Part of what I’m trying to talk about in painting something over and destroying something, is that we have to remember that the idea of making the piece is for people to talk about and bitch about and argue about and celebrate.
Making things that are temporary hopefully forces people to just think a little about why they would want to keep things—what is the thing that they think should be preserved? I think it’s a good challenge too, to think about how I can make something that only exists for a finite amount of time and still have it be worth something to people. Because ultimately, it’s for others, not for me.

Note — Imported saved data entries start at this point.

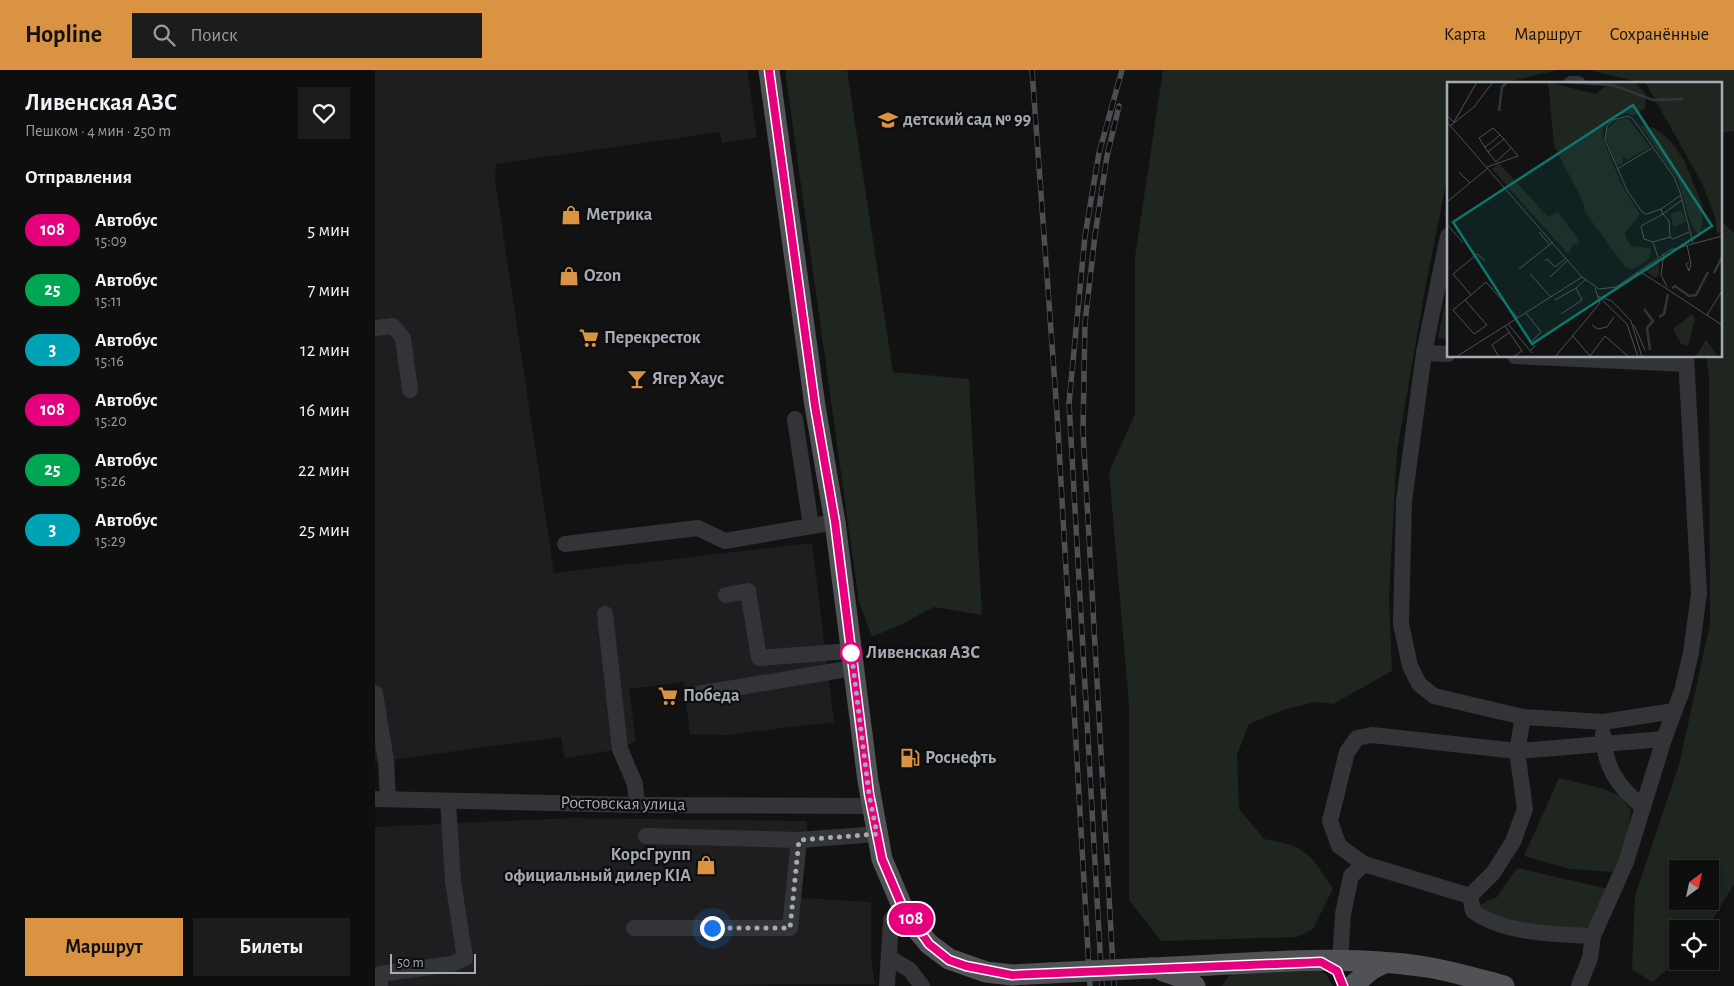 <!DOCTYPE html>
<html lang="ru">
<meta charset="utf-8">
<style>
body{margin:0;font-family:"Alegreya Sans",sans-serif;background:#1c1c1c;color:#f1f3f6;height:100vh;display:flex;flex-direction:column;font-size:19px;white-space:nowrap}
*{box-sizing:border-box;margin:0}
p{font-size:16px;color:#9b9c9e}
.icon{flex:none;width:28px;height:28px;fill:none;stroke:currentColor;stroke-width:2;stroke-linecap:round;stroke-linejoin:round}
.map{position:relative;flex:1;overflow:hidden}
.panel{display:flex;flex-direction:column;background:#0e0e0e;width:375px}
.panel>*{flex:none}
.badge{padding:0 10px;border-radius:16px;font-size:18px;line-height:32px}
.needle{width:32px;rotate:33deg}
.fabs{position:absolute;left:1294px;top:790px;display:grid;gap:10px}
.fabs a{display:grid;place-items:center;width:50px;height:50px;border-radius:0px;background:#0e0e0e;box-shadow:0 2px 8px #0003,0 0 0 1px #2e2e2e;font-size:25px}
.scale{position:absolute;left:15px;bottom:12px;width:86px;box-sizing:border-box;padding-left:5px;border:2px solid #a5abb2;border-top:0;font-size:14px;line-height:18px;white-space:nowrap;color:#a5abb2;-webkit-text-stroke:4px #0d0d0e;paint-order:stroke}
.you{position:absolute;width:25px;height:25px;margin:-12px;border:4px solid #fff;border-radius:50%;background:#1a73e8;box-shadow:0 0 0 8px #1a73e833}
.map>.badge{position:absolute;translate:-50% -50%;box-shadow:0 0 0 2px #fff}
h2{padding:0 25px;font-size:19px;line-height:45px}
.round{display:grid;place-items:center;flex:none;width:52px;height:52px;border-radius:0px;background:#1c1c1c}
.summary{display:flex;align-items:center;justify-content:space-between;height:85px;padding:0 25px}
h1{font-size:24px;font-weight:700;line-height:38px}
.action{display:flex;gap:10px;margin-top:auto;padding:10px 25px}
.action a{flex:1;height:58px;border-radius:0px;background:#da9343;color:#111;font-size:20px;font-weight:700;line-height:58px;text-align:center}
.action a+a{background:#1c1c1c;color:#f1f3f6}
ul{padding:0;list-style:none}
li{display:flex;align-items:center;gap:15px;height:60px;padding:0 25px}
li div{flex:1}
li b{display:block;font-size:19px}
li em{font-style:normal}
li .badge{min-width:55px;font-weight:700;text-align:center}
header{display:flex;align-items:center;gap:30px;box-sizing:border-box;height:70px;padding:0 25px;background:#da9343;color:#111}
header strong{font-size:24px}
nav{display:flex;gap:28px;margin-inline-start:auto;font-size:18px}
.search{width:350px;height:45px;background:#1c1c1c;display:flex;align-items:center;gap:12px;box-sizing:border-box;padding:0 18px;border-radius:0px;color:#9b9c9e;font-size:19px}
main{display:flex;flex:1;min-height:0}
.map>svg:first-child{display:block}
</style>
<header>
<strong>Hopline</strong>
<div class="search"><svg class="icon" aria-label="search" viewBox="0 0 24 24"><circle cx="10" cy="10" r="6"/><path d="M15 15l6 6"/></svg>Поиск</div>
<nav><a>Карта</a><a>Маршрут</a><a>Сохранённые</a></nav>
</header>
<main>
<section class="panel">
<div class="summary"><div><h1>Ливенская АЗС</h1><p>Пешком · 4 мин · 250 m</p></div><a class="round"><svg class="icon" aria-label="heart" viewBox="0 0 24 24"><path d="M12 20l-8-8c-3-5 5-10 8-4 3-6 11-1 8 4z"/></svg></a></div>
<h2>Отправления</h2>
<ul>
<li><span class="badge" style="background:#e6007e;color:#fff">108</span><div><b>Автобус</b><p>15:09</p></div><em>5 мин</em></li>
<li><span class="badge" style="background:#00a651;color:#fff">25</span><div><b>Автобус</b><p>15:11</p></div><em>7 мин</em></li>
<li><span class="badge" style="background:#00a3b4;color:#fff">3</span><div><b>Автобус</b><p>15:16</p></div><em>12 мин</em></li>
<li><span class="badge" style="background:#e6007e;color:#fff">108</span><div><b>Автобус</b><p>15:20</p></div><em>16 мин</em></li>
<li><span class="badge" style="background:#00a651;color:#fff">25</span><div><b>Автобус</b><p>15:26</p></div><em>22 мин</em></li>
<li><span class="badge" style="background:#00a3b4;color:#fff">3</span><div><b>Автобус</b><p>15:29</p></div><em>25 мин</em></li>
</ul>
<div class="action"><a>Маршрут</a><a>Билеты</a></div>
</section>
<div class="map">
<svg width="1359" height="916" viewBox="0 0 1359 916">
<rect width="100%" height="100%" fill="#121213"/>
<g fill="#1e1e20">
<polygon points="0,0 372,0 382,67 347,73 345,62 121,94 120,110 179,503 437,473 459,652 350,665 315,664 308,612 254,619 261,671 245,679 190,688 186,667 0,692"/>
<polygon points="196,748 432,751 431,781 426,828 496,832 496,884 500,914 0,916 0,757"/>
</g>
<g fill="#1f251f" fill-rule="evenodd">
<polygon points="410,0 472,0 518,302 594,309 607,545 559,537 525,555 497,567 484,532"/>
<path d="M788 0H1183L1123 14H1073V104L1051 214 1022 381 1014 527 1017 601 958 634 941 632 914 638 874 654 862 685 864 739 889 769C930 775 936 784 958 819L938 859 922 867 786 871 754 830V634L734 402 760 344V187Z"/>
<polygon points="1214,0 1359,0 1359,61 1345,63 1345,14 1273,14"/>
<path d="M1345 150 1359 163V814L1332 859H1302L1303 891 1277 912 1257 899 1260 826 1304 695 1335 554 1334 307 1331 286H1345ZM1302 799H1335V831H1302Z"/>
<polygon points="1073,216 1073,269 1063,268"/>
<polygon points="1184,708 1230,719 1246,727 1256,740 1252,767 1238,802 1195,799 1149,786"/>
<path d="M1142 798 1233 819 1214 859C1178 856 1131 859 1102 836L1122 827Z"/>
<polygon points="945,901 951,904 958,916 847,916 854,906 863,902"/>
</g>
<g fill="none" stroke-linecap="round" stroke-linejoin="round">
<g stroke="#333437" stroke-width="16">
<polyline points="1196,14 1203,14"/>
<polyline points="1073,166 1049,283 1029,431 1026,554 1035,596 1044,614 1059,626 1148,647 1142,681 1150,739 1138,772 1118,803 1095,826 989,794 964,776 955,751 972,682 982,668 997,665 1142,681 1289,669"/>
<polyline points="0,258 18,256 28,268 35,320"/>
<polyline points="1049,283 1073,284"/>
<polyline points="1140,286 1311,294"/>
<polyline points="420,349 436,456"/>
<polyline points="190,474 323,458 350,471 460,452"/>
<polyline points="351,525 373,521 384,588 476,581"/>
<polyline points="230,544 245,679 260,714 262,735"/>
<polyline points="0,623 11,691 13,729"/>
<polyline points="323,624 478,598"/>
<polyline points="1148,647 1228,652 1299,641"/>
<path d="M1228 664C1230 698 1242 716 1268 737"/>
<polyline points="0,729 262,735 496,736"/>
<polyline points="271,766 424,770"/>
<path d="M1095 826 1098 841C1128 864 1182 864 1218 866"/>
<polyline points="259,858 415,858 424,770 502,764"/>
<polyline points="515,888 535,900 547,916"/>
<polyline points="965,892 968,844 976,806 989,794"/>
<polyline points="5,916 5,904 77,894 90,888 78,811 73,731"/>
<polyline points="512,916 516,850 527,836"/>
<polyline points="1204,916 1215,888 1218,866 1251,792 1289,669 1307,621 1316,583 1324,523 1311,286"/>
</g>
<g stroke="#505256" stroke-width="21">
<polyline points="394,0 440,336 460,452 493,711 507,789 527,836 544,862 554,874 574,889 611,902 637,905 674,903"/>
<path d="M776 898C865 895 962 883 1051 897 1077 901 1103 909 1129 916"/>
<polyline points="788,901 809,908 820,916"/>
<polyline points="977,916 997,899 1009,893"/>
</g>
<defs>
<g id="rail">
<polyline points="657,0 682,343 715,916"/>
<polyline points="727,916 694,333 710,166 724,83 747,0"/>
<polyline points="739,916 708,360 710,253 720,165 732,86 744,36"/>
</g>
</defs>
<use href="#rail" stroke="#4c4f52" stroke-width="5.5"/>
<use href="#rail" stroke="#0d0d0e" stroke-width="4" stroke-dasharray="11" stroke-linecap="butt"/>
<polyline stroke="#505256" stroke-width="21" points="674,903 776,898"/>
</g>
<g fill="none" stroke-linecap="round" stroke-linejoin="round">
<defs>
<polyline id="line" points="394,0 440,336 460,452 494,724 507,789 527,836 554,874 574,890 591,896 637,905 946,892 962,901 968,916"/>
</defs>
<use href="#line" stroke="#fff" stroke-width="11"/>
<use href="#line" stroke="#e6007e" stroke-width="8"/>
<polyline stroke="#a5abb2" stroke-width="5" stroke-dasharray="0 9" points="337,858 415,858 424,770 502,764 494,724 476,580 476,583"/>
</g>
<defs>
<symbol id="school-bare" viewBox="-9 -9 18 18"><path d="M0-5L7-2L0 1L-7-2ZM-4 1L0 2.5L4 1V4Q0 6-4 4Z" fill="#da9343" stroke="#0d0d0e" stroke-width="2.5" paint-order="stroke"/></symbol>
<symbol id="shop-bare" viewBox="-9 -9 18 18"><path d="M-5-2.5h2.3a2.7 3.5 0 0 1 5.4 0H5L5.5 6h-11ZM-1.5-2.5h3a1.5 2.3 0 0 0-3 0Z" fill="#da9343" stroke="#0d0d0e" stroke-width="2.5" paint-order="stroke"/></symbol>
<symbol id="supermarket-bare" viewBox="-9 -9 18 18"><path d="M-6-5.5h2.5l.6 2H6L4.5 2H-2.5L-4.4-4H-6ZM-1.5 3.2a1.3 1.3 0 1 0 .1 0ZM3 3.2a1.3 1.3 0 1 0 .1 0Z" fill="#da9343" stroke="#0d0d0e" stroke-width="2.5" paint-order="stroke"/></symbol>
<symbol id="bar-bare" viewBox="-9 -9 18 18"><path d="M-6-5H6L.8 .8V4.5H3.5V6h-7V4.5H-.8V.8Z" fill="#da9343" stroke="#0d0d0e" stroke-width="2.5" paint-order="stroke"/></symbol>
<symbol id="fuel-bare" viewBox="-9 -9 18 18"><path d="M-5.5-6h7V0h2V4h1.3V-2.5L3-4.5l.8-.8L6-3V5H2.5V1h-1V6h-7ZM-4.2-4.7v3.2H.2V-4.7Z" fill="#da9343" stroke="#0d0d0e" stroke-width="2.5" paint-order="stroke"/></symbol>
</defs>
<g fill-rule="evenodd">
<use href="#school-bare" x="499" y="36" width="28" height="28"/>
<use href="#shop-bare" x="182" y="131" width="28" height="28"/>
<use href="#shop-bare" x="180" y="192" width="28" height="28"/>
<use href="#supermarket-bare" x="200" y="254" width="28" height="28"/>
<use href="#bar-bare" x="248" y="295" width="28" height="28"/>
<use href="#supermarket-bare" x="279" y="612" width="28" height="28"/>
<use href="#fuel-bare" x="521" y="674" width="28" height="28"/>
<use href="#shop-bare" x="317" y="781" width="28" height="28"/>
</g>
<circle fill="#fff" stroke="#e6007e" stroke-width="2.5" cx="476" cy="583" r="10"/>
<g text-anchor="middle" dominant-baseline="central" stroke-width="4.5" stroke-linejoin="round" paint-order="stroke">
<g font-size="18" font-weight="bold" fill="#a5abb2" stroke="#0d0d0e" text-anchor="start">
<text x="528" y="50">детский сад № 99</text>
<text x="211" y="145">Метрика</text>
<text x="209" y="206">Ozon</text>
<text x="229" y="268">Перекресток</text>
<text x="277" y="309">Ягер Хаус</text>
<text x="308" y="626">Победа</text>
<text x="550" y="688">Роснефть</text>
<text x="316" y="785" text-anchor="end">КорсГрупп<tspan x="316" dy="21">официальный дилер KIA</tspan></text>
</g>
<g font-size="18" font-weight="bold" fill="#a5abb2" stroke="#0d0d0e" text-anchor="start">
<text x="491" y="583">Ливенская АЗС</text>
</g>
<g font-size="18" fill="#a5abb2" stroke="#0d0d0e">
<text transform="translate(248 734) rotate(1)">Ростовская улица</text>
</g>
</g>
<g transform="translate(1072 12)">
<rect width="275" height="275" fill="#121213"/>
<path d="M101 0 148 12 164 0H188L199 12 198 26 186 34 178 31 165 36 156 45 155 54 174 102 193 132 178 151 179 156 184 164 204 166 203 176 185 188 178 185 138 130 136 120 107 64ZM198 0H275V151L270 152 268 135 255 101ZM181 36 203 65 180 78 176 74V81L170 84 159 57 160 47 170 38ZM193 43 207 46 224 59 238 80 256 125 254 151H250L244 141 231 98ZM52 81 101 135 111 130 133 160 126 163 121 172 45 87ZM231 129 236 130 239 140 226 145 224 132ZM212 178V194L208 196 197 188ZM245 232 248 237 241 264 234 262 226 247ZM259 258 272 275H248Z" fill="#1f251f"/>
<path fill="none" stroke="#2f373c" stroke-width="2.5" d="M118 0 166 3 206 18 236 17M52 29 55 5 60 0M267 191 275 175M225 206 228 204 242 214 249 213 261 190M197 227 206 239 200 246 203 268M212 235 217 232 221 212"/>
<path fill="none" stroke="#4d4f53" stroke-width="1" d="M0 34 7 40 30 0M0 40 135 195 152 207 169 205 223 168 275 154M3 44 27 25 46 0M37 66 53 53M41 70 32 56 46 46 57 57M49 80 64 66M40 85 71 74 57 57 41 70 49 80M170 87 205 66M12 90 23 101M235 118 216 132 194 144 197 157 206 160 223 155 222 139 216 132 214 127 200 132 195 130 180 108 158 58 160 44 166 38 181 34 186 37 227 95 233 110 246 161M0 120 41 86M214 127 234 113M0 142 16 161M92 150 103 163M223 155 226 157 242 150M206 160 211 175M240 163 244 182 242 189 239 182 242 180M217 171 214 193 220 205M98 179 100 177 108 185 119 176M72 187 106 160M189 191 197 192 275 243M83 192 104 215M103 195 121 178M24 213 6 192 30 172 38 179M151 214 165 219 184 239 195 275M153 216 180 242 191 275M18 218 40 243 27 252 6 228 24 213 39 200 71 236M108 218 129 206M79 231 94 250 84 260 88 264 83 269M114 232 135 218 129 206 138 198M260 233 275 209M61 242 85 271M145 243 151 247 160 245 167 235M187 243 198 268M58 244 75 269 66 275M125 253 143 274M143 274 158 254 182 275M9 275 135 195M52 275 45 263 63 250M108 275 153 221 148 206"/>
<path fill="#0f766e" fill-opacity="0.15" stroke="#0f766e" stroke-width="2.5" d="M186 23 265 144 85 262 6 140Z"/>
<rect width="275" height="275" fill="none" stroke="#a5abb2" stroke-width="2.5"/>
</g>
</svg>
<div class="fabs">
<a><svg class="needle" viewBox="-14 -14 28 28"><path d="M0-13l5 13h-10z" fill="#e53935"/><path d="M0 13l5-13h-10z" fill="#9b9c9e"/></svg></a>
<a><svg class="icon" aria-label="locate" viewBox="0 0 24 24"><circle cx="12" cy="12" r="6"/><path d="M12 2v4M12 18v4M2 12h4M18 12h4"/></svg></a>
</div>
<div class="scale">50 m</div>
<div class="you" style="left:337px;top:858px"></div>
<b class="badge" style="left:536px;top:849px;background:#e6007e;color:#fff">108</b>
</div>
</main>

Is drawing a neglected art form?
I was trained as a painter, and I came to artwork through oil painting. We go to museums and the first things we see are paintings. A lot of my art work still, even though it’s drawing, talks about painting and painting history. But drawing is always struggling against that history.
Even so, what’s cool right now is that the contemporary art world has really elevated drawing. Artists are using it in super dynamic ways across all different platforms—it really has a kind of integrity that’s new and exciting. But it still gets diminished compared to painting, so I have a chip on my shoulder about it. I am teaching in a drawing and painting department and so I am fully aware of the need to create this kind of equitable balance.
Drawing is a universal language. If you and I didn’t speak the same language, we could use drawing to communicate. Everyone draws, whether they think about it that way, or not. Writing is a form of drawing. And to me, I kind of look at it and I’m like, “This is like the Rosetta Stone of art.”